[Stored data entries]
....

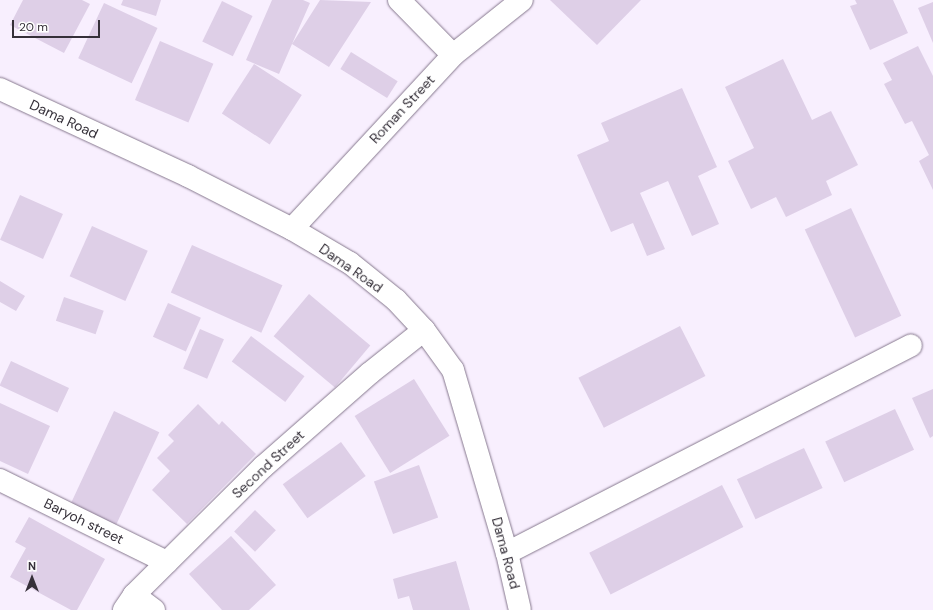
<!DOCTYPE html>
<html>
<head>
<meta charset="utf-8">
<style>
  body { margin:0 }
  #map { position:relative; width:933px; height:610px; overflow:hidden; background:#f8effe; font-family:"DM Sans",sans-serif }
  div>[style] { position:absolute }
  .building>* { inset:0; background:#decfe7; transform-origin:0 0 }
  .roads { filter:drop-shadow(0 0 1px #86788e) drop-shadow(0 0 1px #86788e) }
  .minor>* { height:22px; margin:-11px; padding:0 11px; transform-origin:11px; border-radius:11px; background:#fff }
  .trunk>* { height:22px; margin:-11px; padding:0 11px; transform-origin:11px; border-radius:11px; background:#fff }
  span { translate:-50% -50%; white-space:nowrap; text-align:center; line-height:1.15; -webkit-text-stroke:4px #fff; paint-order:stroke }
  .street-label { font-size:14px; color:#353039 }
  .north { position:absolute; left:12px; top:558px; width:40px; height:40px; -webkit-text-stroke:3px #fff; paint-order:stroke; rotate:0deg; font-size:11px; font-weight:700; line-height:16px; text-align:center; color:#353039 }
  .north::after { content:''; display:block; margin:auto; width:14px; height:18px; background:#353039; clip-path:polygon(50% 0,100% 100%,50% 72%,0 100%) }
  .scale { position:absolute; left:12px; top:20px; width:88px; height:18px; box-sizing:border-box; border:2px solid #353039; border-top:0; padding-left:5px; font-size:12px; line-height:14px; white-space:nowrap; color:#353039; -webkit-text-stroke:3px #fff; paint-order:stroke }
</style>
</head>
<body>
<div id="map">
  <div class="building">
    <i style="clip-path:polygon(23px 0,82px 0,90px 4px,64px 53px,10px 25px)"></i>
    <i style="clip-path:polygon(123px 0,161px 0,156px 16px,121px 5px)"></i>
    <i style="clip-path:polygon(272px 0,303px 0,310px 3px,292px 44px,320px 0,371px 2px,329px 67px,292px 44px,279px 74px,246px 60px)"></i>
    <i style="clip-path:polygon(550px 0,641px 0,597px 45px)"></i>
    <i style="clip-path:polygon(855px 0,893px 0,908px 33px,870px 50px,850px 6px,857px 4px)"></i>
    <i style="left:222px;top:1px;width:34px;height:45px;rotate:26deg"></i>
    <i style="clip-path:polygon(933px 2px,933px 43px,918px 8px)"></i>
    <i style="left:104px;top:3px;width:59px;height:61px;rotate:25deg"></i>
    <i style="left:160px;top:41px;width:58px;height:64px;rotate:23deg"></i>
    <i style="clip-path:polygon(918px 46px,933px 76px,933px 190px,919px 161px,929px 155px,912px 121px,905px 124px,884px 84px,892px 80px,883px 63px)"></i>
    <i style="left:351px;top:52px;width:55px;height:20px;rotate:32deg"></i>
    <i style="clip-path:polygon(783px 59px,812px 120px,831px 111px,858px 165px,826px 181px,832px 195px,786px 217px,776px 197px,751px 209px,728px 161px,754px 148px,725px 87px)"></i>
    <i style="left:254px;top:64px;width:57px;height:59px;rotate:33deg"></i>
    <i style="clip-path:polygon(682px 88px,717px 167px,698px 176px,719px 224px,692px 236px,668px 181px,640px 193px,665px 249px,647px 256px,633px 223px,611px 232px,577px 155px,609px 141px,601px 123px)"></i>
    <i style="left:20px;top:195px;width:47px;height:49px;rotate:24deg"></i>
    <i style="left:851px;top:208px;width:119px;height:51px;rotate:65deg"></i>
    <i style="left:92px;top:226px;width:61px;height:55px;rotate:24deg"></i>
    <i style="left:192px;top:245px;width:99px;height:52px;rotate:24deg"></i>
    <i style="clip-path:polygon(0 281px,25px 296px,16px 311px,0 302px)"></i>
    <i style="left:309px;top:294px;width:80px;height:55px;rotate:40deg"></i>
    <i style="left:64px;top:297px;width:42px;height:25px;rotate:19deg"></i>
    <i style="left:168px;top:303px;width:36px;height:37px;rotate:24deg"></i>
    <i style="left:680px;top:326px;width:56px;height:114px;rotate:63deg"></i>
    <i style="left:200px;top:329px;width:26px;height:43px;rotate:23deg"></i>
    <i style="left:251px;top:336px;width:67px;height:32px;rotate:37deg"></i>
    <i style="left:11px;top:361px;width:64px;height:27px;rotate:25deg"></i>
    <i style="left:414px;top:379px;width:67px;height:70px;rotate:58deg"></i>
    <i style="clip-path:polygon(933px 389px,933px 436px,930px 438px,912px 398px)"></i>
    <i style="clip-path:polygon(0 403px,50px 426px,28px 474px,0 461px)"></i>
    <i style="clip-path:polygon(198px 404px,219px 425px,222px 421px,256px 454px,187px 524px,152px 490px,170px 471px,157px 458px,174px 441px,168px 435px)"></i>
    <i style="left:895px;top:409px;width:45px;height:77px;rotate:65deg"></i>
    <i style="left:114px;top:411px;width:50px;height:106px;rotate:25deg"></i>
    <i style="left:341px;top:442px;width:42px;height:72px;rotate:54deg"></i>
    <i style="left:804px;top:448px;width:44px;height:74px;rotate:65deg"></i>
    <i style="left:419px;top:465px;width:56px;height:48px;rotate:70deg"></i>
    <i style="left:722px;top:485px;width:47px;height:149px;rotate:63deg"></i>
    <i style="left:255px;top:510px;width:29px;height:30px;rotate:44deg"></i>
    <i style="clip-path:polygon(29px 517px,105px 559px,77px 610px,71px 610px,10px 577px,26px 548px,15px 542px)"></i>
    <i style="clip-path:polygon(231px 536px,276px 585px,249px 610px,222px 610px,189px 574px)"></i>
    <i style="clip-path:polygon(456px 561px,470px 610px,413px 610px,409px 596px,398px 599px,393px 579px)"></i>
  </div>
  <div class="roads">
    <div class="minor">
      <i style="left:399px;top:0;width:77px;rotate:45.5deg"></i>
      <i style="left:292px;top:229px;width:237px;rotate:-47.2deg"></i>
      <i style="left:453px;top:55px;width:88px;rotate:-38.6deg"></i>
      <i style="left:0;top:480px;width:186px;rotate:26.2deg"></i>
      <i style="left:507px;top:553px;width:454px;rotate:-27.2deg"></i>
      <i style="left:134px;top:595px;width:25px;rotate:37deg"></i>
      <i style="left:124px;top:610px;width:18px;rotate:-56deg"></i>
      <i style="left:134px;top:595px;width:182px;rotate:-44.8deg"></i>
      <i style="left:263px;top:467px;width:142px;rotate:-41.3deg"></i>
      <i style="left:370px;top:373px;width:69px;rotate:-38.5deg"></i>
    </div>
    <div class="trunk">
      <i style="left:0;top:89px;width:207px;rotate:24.8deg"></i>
      <i style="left:188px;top:176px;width:117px;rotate:27deg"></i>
      <i style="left:292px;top:229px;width:67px;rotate:30.4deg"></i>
      <i style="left:350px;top:263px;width:59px;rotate:38.8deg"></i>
      <i style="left:396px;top:300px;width:41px;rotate:47deg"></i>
      <i style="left:424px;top:330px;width:49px;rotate:54.1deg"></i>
      <i style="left:453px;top:370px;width:191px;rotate:73.6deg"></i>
      <i style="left:507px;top:553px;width:58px;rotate:77.2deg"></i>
    </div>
  </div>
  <div class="street-label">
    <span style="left:402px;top:109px;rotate:-47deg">Roman Street</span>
    <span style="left:64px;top:119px;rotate:25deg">Dama Road</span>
    <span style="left:351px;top:268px;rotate:35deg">Dama Road</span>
    <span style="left:268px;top:464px;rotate:-43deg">Second Street</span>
    <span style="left:84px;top:521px;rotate:26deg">Baryoh street</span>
    <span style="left:506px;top:553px;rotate:75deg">Dama Road</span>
  </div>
  <div class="north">N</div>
  <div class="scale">20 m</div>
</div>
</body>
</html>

....

To do: All that should be returned is the run of lines from the start of the entries above to the line bearing "filter:drop-shadow(0 0 1px", each exact, with pictures omitted.

Solution to the problem:
<!DOCTYPE html>
<html>
<head>
<meta charset="utf-8">
<style>
  body { margin:0 }
  #map { position:relative; width:933px; height:610px; overflow:hidden; background:#f8effe; font-family:"DM Sans",sans-serif }
  div>[style] { position:absolute }
  .building>* { inset:0; background:#decfe7; transform-origin:0 0 }
  .roads { filter:drop-shadow(0 0 1px #86788e) drop-shadow(0 0 1px #86788e) }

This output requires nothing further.